Let's skip the pleasantries. While you were debating whether AI is "just a fad," Anthropic quietly published data showing that 60% of work at their own company now runs through Claude — up from 28% just twelve months ago. Engineers there are merging 67% more pull requests per day. Productivity is up 50%.
And that's not some aspirational marketing figure. That's measured, internal, operational data from a company eating its own cooking.
Now here's the part that should make you uncomfortable: Claude's use cases page — titled with the almost patronisingly cheerful "Get inspired by what you can do with Claude" — reads less like a feature list and more like a job description. Your job description.
The Use Cases That Should Keep You Up at Night
Anthropic's own showcase includes Claude doing contract redlining and negotiation, identifying 19 strategic edits in a vendor agreement — removing auto-renewal traps, capping liability, ensuring data ownership. The kind of work a mid-level in-house lawyer bills at £250 an hour to do over three days. Claude does it during a coffee break.
There's workflow improvement planning, where Claude takes your messy process documentation, identifies bottlenecks, maps inputs and outputs, defines success metrics, and hands you back a structured implementation plan. That's the work of a £600/day operations consultant.
There's career path planning, where it analyses your CV against target roles and produces an action roadmap with skills tracking. That's what career coaches charge £150 a session for.
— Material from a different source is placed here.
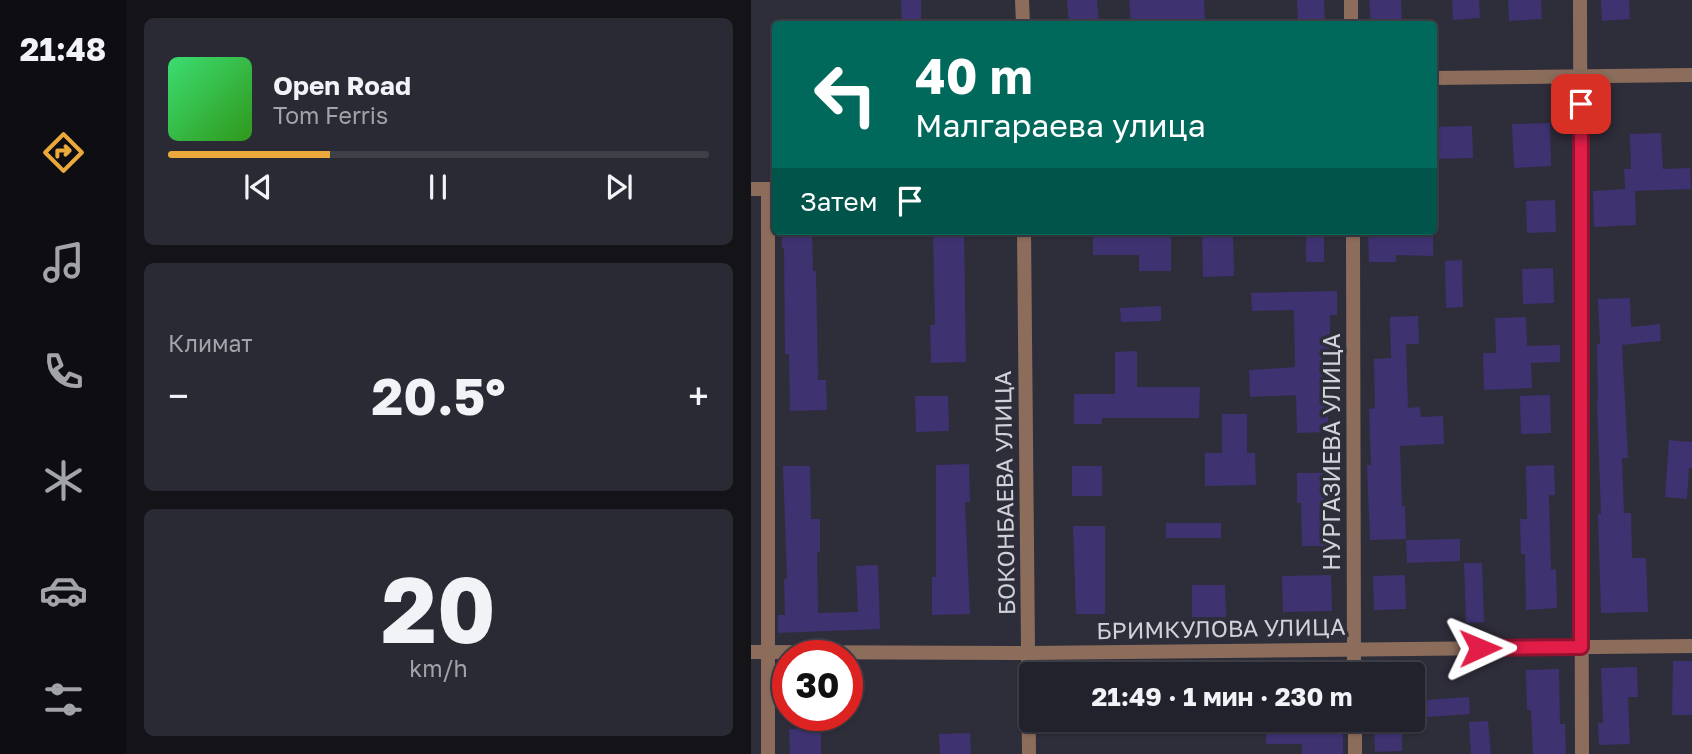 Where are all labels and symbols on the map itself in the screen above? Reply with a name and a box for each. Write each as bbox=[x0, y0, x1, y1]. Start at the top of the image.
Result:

And there's the one that should really sting: "Explore what Claude can do for you" — a use case where you simply tell Claude what your job is, and it tells you exactly how it can do chunks of it. The tool is literally mapping its own capability against your role. In real time. To your face.
The Numbers Don't Lie — But They Do Terrify
Anthropic's own research found that for computer and maths workers, large language models are theoretically capable of handling 94% of their tasks. Currently, Claude covers about 33% of those in observed professional use. That gap is not a comfort — it's a runway. The 33% is where we are today. The 94% is where we're headed.
Dario Amodei, Anthropic's CEO, has publicly stated that AI could disrupt half of entry-level white-collar work and push unemployment as high as 10–20% within one to five years. This isn't a doom-mongering blogger. This is the CEO of the company building the tool, telling you what it's going to do.
Employee concern about AI job loss has surged from 28% in 2024 to 40% in 2026. The other 60% either haven't been paying attention or are already using Claude themselves.
The Real Question
The question isn't whether AI will change your job. It already has. The question is whether you're the person using Claude to do the work of three people, or you're one of the three people being made redundant.
Anthropic's own data shows a roughly 50/50 split between augmentation and automation — 52% of Claude usage involves augmented tasks where humans and AI work together, and the rest is pure automation. But that split is moving. Fast.
Every time Claude completes 20 consecutive actions before needing human input — doubled from 10 just six months ago — that augmentation line slides further toward full automation.
What This Means for You
If you're in a role that involves reviewing documents, writing reports, analysing data, managing workflows, drafting communications, or planning strategy — Claude can already do meaningful portions of your job. Not in theory. Right now. With a £15/month subscription.
The companies that understand this aren't waiting for you to catch up. They're already restructuring.
The "Get inspired" tagline on Claude's use cases page is perhaps the most British understatement in Silicon Valley history. You shouldn't be inspired. You should be mobilised.